The results from Stanford University’s brand new study of charter public schools in Michigan are impressive: 42 percent of charter schools bested conventional schools in math achievement gains and 35 percent did the same in reading. Only 2 percent of charters did worse in reading and only 6 percent did worse in math.
It’s hard to call those results anything but a smashing success. But critics of charter schools might try to downplay these results and cherry-pick a few negative results. They might question the study’s methodology, too.
Doug Pratt, director of public affairs for the Michigan Education Association, did just that in article about this new study at Michigan Radio.
Pratt and other charter school critics, however, should remember this new study’s methodology is the very same one used in a 2009 study by the same Stanford researchers that charter school critics routinely cite. That study, which did not include any data from Michigan, found that only 17 percent of charters were doing better than conventional schools and 37 percent were doing worse, on average.
The MEA references the findings from Stanford’s 2009 study on a Web page titled, “Suggested Reading: Credible Research on Education Policy Issues.” Similarly, the American Federation of Teachers-Michigan, the second largest teachers union in the state, cites the same study in a 2011 press release, calling it “the most rigorous evaluation of charter school performance.”

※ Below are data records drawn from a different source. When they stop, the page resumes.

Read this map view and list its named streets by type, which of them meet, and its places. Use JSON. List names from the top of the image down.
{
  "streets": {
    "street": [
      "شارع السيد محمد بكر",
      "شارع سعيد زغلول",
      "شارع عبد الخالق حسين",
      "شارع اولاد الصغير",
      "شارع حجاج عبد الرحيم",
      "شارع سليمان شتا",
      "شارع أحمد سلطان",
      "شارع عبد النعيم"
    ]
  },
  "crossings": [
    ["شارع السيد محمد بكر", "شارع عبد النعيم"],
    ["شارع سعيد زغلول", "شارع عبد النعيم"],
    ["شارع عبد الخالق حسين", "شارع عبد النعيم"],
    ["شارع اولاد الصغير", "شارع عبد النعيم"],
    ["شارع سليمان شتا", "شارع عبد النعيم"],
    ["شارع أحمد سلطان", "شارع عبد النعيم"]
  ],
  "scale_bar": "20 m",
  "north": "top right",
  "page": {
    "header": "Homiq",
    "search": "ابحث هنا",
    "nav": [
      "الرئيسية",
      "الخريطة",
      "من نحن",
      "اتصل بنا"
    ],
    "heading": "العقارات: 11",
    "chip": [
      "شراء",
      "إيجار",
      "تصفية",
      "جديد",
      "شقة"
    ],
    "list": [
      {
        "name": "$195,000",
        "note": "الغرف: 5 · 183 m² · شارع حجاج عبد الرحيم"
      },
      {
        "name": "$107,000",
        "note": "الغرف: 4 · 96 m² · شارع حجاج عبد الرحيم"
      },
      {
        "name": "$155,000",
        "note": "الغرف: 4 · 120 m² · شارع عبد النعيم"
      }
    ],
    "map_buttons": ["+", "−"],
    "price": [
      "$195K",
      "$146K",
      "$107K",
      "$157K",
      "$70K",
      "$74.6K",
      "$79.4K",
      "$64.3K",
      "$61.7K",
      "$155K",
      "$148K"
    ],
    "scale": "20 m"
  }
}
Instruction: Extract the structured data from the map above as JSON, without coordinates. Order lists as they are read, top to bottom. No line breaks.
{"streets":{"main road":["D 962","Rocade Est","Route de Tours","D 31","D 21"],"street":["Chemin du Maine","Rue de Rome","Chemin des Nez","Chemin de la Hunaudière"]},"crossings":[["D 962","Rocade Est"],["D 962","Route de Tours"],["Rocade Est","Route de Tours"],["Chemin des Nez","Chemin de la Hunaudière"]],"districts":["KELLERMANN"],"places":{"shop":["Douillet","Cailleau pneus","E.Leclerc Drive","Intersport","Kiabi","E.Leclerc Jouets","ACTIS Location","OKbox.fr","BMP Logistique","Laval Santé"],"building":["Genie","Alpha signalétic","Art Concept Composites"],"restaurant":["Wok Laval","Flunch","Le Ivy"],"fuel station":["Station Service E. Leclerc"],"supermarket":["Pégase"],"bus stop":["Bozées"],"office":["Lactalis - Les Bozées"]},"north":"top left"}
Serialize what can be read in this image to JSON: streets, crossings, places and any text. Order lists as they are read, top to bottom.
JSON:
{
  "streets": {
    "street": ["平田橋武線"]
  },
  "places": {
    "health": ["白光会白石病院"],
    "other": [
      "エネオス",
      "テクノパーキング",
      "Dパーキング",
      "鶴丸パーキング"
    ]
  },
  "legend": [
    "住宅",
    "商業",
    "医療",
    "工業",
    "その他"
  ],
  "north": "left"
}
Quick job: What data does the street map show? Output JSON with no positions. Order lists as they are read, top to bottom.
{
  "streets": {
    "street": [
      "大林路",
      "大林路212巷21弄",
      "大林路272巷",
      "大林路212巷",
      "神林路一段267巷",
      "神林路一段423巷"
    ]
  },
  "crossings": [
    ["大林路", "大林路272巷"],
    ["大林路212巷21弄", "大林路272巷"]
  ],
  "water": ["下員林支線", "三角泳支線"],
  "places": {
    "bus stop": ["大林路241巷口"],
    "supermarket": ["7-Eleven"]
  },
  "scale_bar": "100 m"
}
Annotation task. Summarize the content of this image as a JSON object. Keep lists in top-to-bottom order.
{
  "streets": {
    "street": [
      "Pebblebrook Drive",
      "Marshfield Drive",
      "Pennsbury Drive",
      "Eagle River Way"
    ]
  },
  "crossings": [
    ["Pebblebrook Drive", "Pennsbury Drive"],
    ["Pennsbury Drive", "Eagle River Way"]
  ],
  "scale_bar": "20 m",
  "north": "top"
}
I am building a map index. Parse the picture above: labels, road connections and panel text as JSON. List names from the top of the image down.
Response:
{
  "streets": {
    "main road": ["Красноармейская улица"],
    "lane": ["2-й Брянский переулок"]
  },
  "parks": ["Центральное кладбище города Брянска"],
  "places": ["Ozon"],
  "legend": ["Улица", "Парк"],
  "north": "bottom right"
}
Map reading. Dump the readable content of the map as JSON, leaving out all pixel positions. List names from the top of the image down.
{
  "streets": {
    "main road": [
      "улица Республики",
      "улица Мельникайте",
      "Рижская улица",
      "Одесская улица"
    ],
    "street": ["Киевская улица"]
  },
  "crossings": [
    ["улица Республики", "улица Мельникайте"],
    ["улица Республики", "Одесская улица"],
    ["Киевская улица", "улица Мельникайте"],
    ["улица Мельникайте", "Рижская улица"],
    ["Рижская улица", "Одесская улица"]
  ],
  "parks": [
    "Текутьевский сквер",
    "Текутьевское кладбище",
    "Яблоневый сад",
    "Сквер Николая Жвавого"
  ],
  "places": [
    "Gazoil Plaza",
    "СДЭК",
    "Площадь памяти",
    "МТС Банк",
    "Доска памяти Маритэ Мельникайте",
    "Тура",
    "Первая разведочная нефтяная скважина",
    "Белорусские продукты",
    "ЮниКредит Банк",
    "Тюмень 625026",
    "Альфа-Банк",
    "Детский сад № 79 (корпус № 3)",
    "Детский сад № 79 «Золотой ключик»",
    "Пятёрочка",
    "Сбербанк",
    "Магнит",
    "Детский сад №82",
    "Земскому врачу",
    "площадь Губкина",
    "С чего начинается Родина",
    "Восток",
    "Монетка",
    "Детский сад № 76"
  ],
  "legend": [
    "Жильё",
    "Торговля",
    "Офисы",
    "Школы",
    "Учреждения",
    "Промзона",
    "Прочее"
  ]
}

It’s not just teachers unions citing this study, however. Gary Miron, a professor at Western Michigan University who spoke out against lifting the cap on Michigan charter schools, referenced the 2009 Stanford study in his legislative testimony. He also co-authored a review of that study for the union-funded National Education Policy Center and called it a “high-quality charter school report” whose “analyses are largely sound.”
Back in 2011, Vickie Markavitch, the superintendent of Oakland Schools, said that there was “very credible data collected by unbiased entities like Stanford University” about the performance of charter schools. She then cited the findings for the 2009 Stanford study.
Michael Rice, superintendent of Kalamazoo Public Schools, gave every member of the Senate Education Committee in 2011 a copy of the 2009 Stanford study and used it as a key point in his testimony against lifting the cap on charter schools in Michigan.
Regardless of how critics attempt to spin the results, there’s no getting around the fact that on the whole there’s a lot to celebrate about Michigan’s nearly 20-year-old charter school experiment. Thousands of students are making greater learning gains because of the hard work others have done to create high-performing charter schools.